[The records]
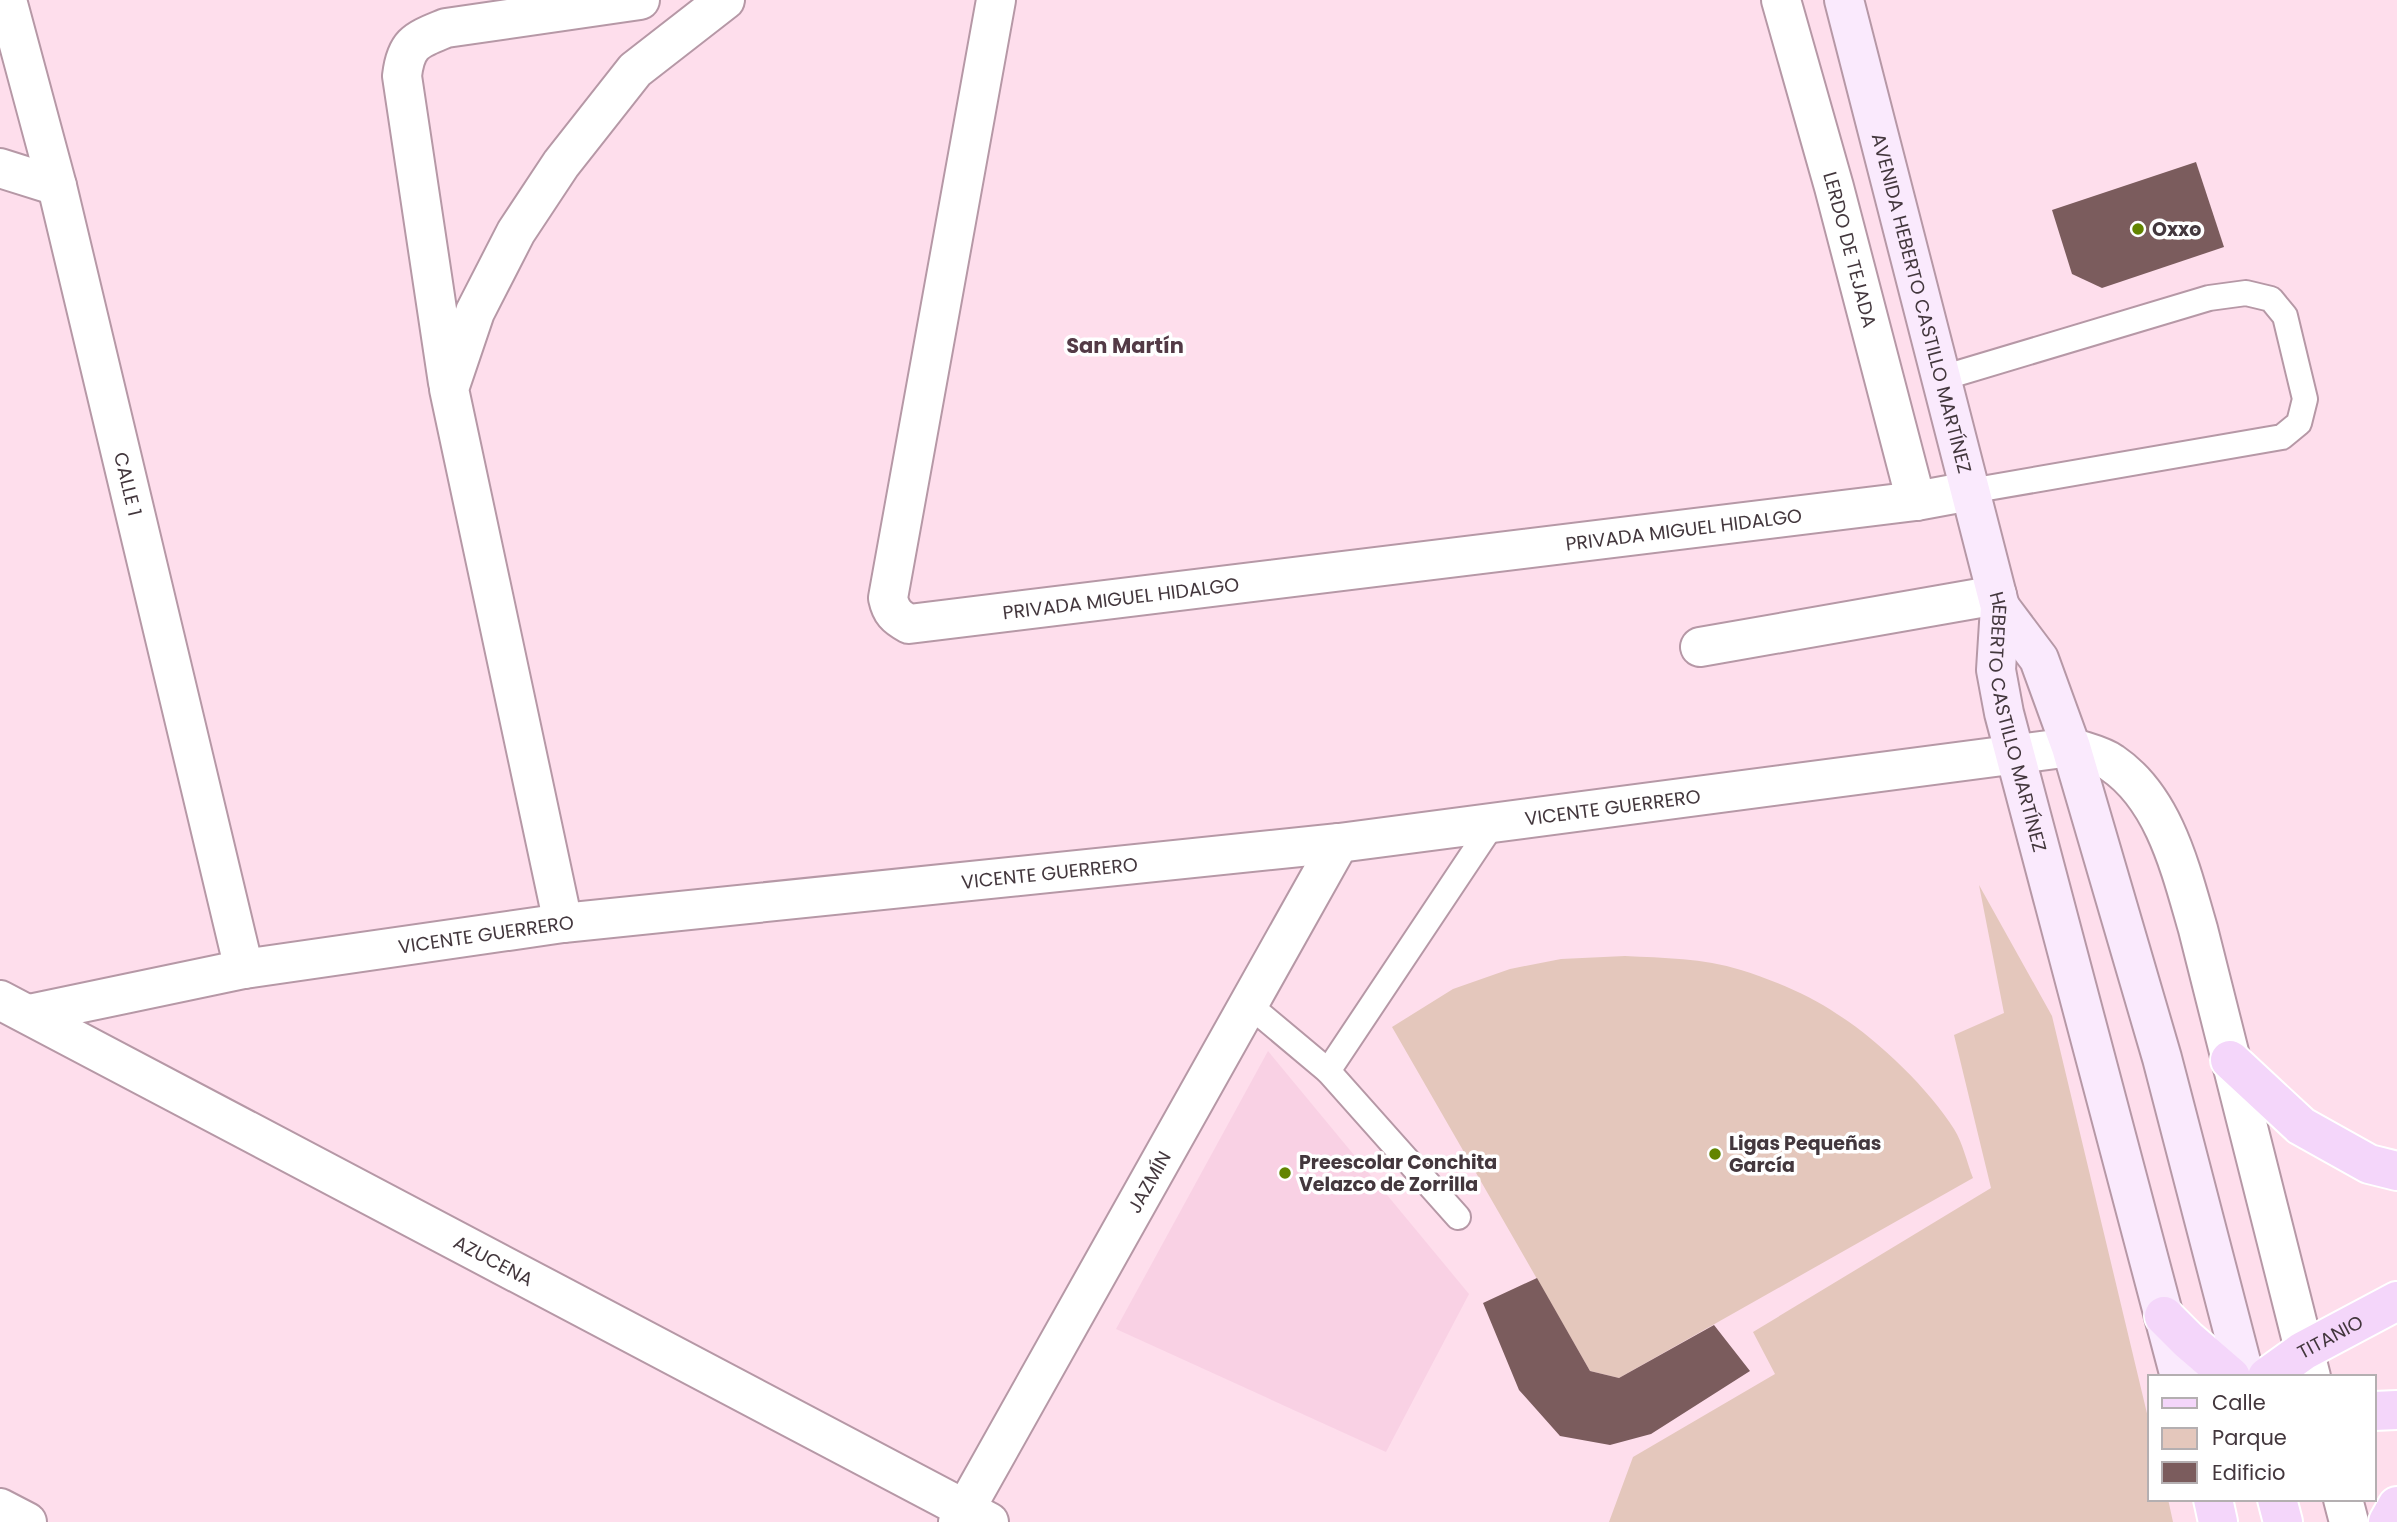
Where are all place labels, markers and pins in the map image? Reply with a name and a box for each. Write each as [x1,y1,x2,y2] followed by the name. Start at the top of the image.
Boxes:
[2152,216,2201,243] place label: Oxxo
[2130,221,2146,237] marker: Oxxo
[1729,1130,1881,1179] place label: Ligas Pequeñas García
[1707,1146,1723,1162] marker: Ligas Pequeñas García
[1299,1149,1497,1198] place label: Preescolar Conchita Velazco de Zorrilla
[1277,1165,1293,1181] marker: Preescolar Conchita Velazco de Zorrilla

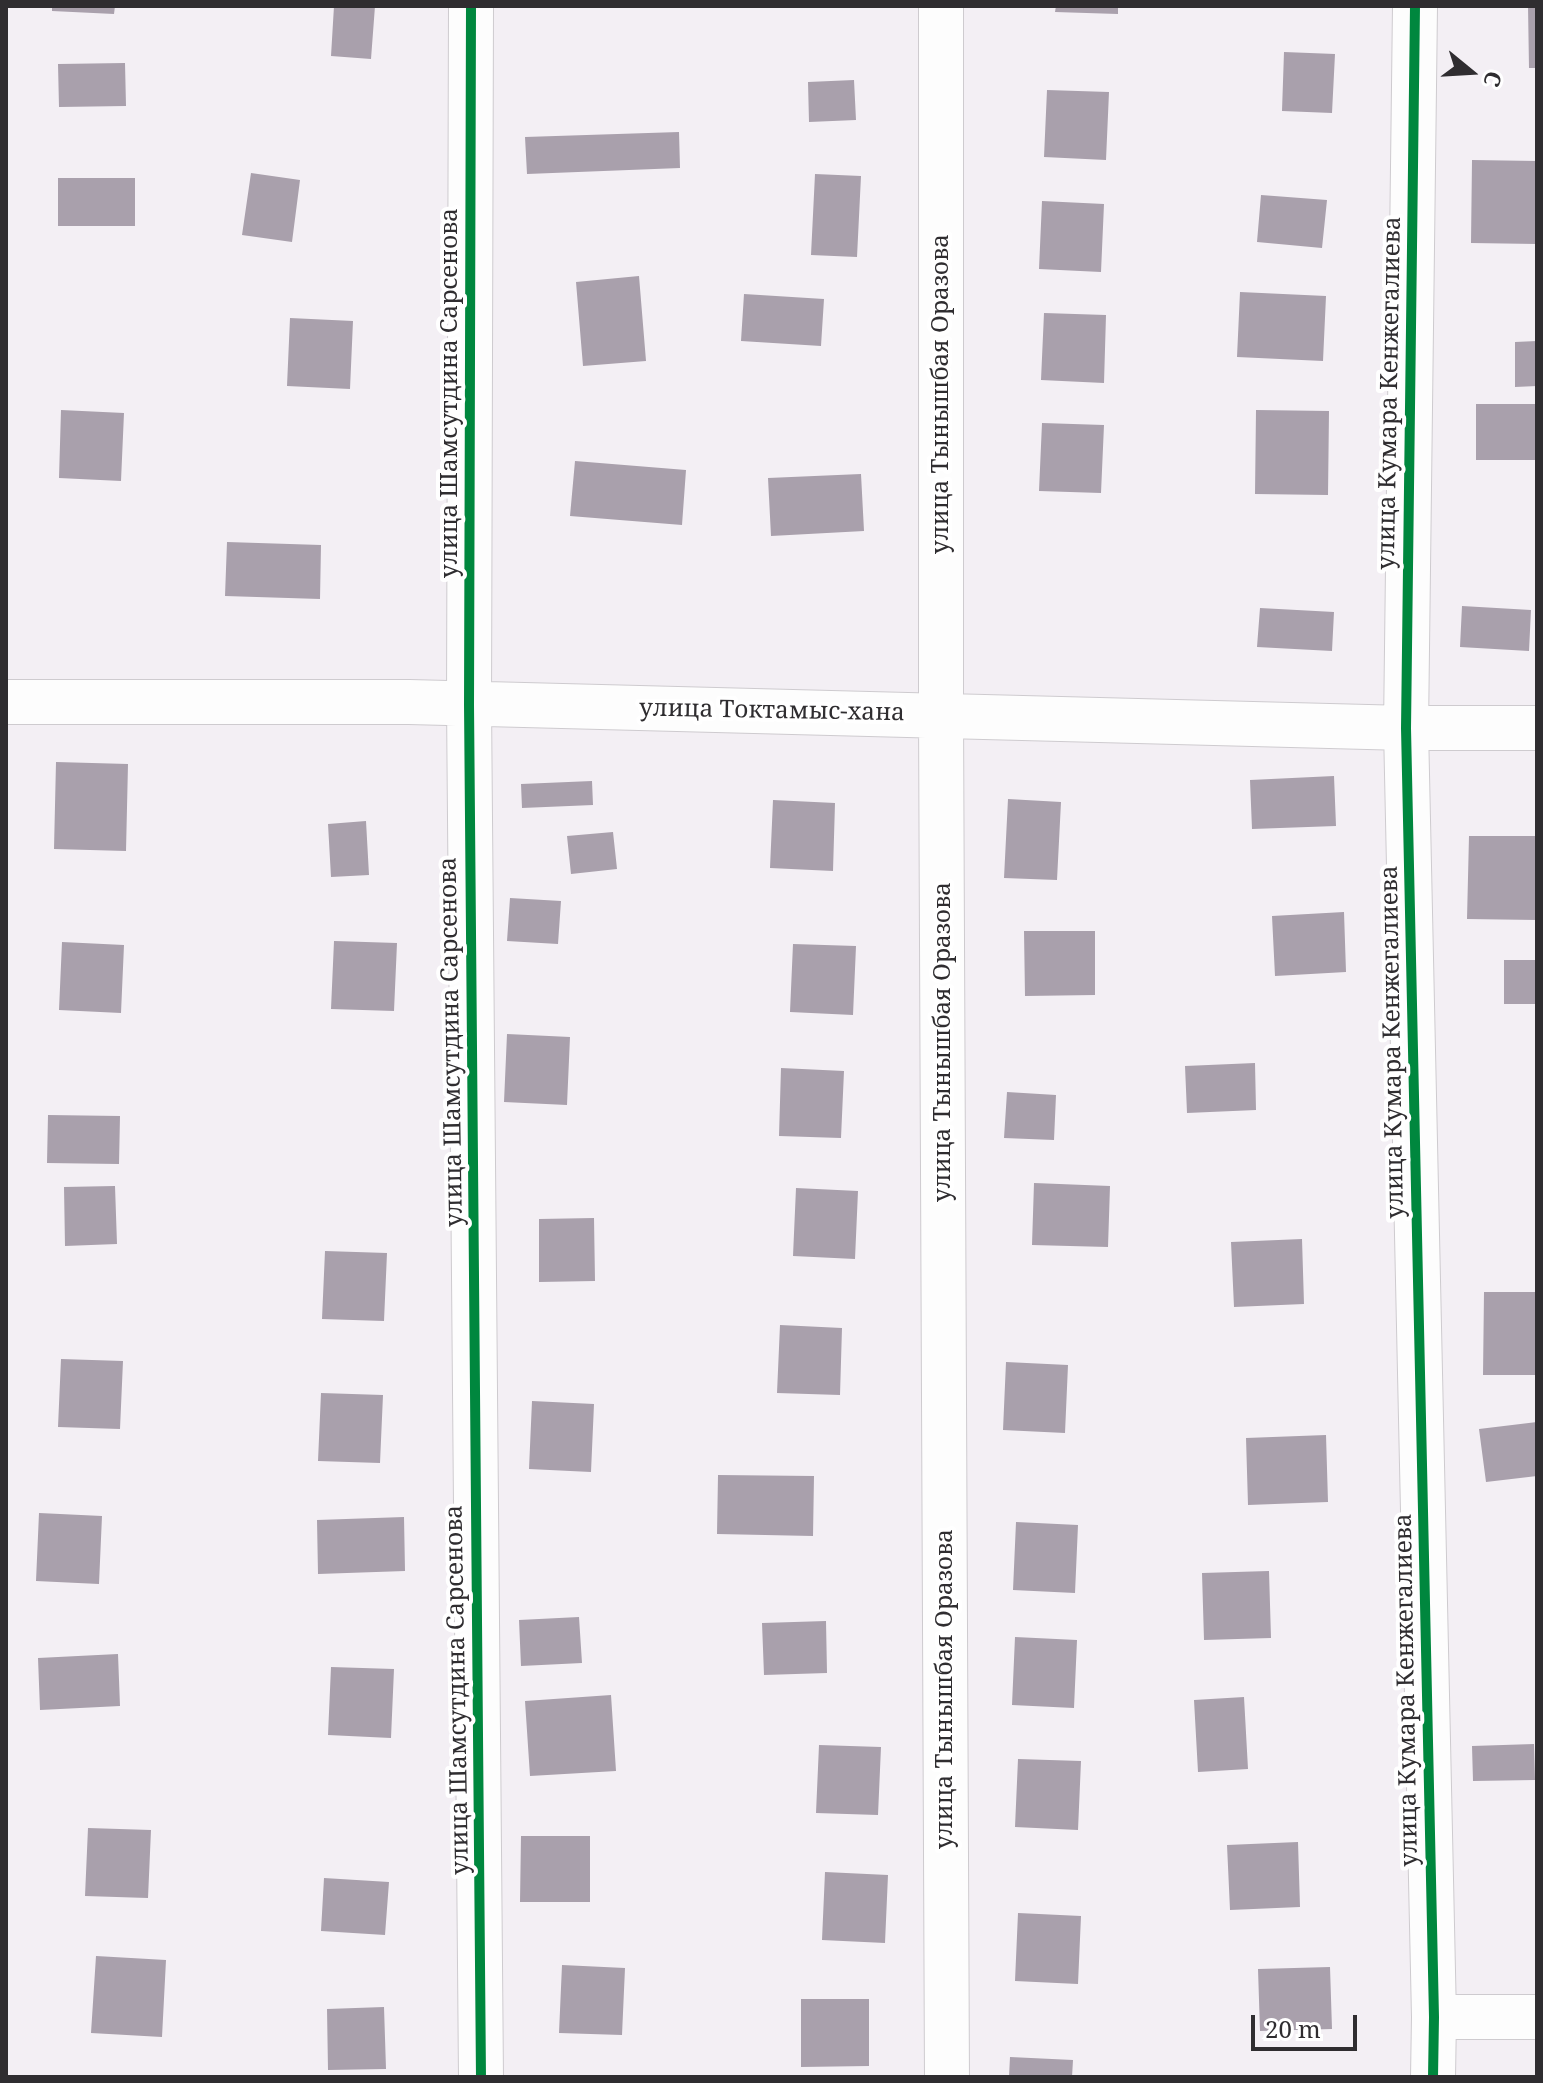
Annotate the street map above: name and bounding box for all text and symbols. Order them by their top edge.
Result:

[Problem]
An exact copy of every entry above is needed, minus the pictures.

[Written solution]
Where are all place labels, markers and pins in the map image? Reply with a name and a box for each. Write each as [x1,y1,x2,y2] followed by the name. Start at the top of the image.
Boxes:
[2152,216,2201,243] place label: Oxxo
[2130,221,2146,237] marker: Oxxo
[1729,1130,1881,1179] place label: Ligas Pequeñas García
[1707,1146,1723,1162] marker: Ligas Pequeñas García
[1299,1149,1497,1198] place label: Preescolar Conchita Velazco de Zorrilla
[1277,1165,1293,1181] marker: Preescolar Conchita Velazco de Zorrilla

Annotate the street map above: name and bounding box for all text and symbols. Order them by their top edge.
Result:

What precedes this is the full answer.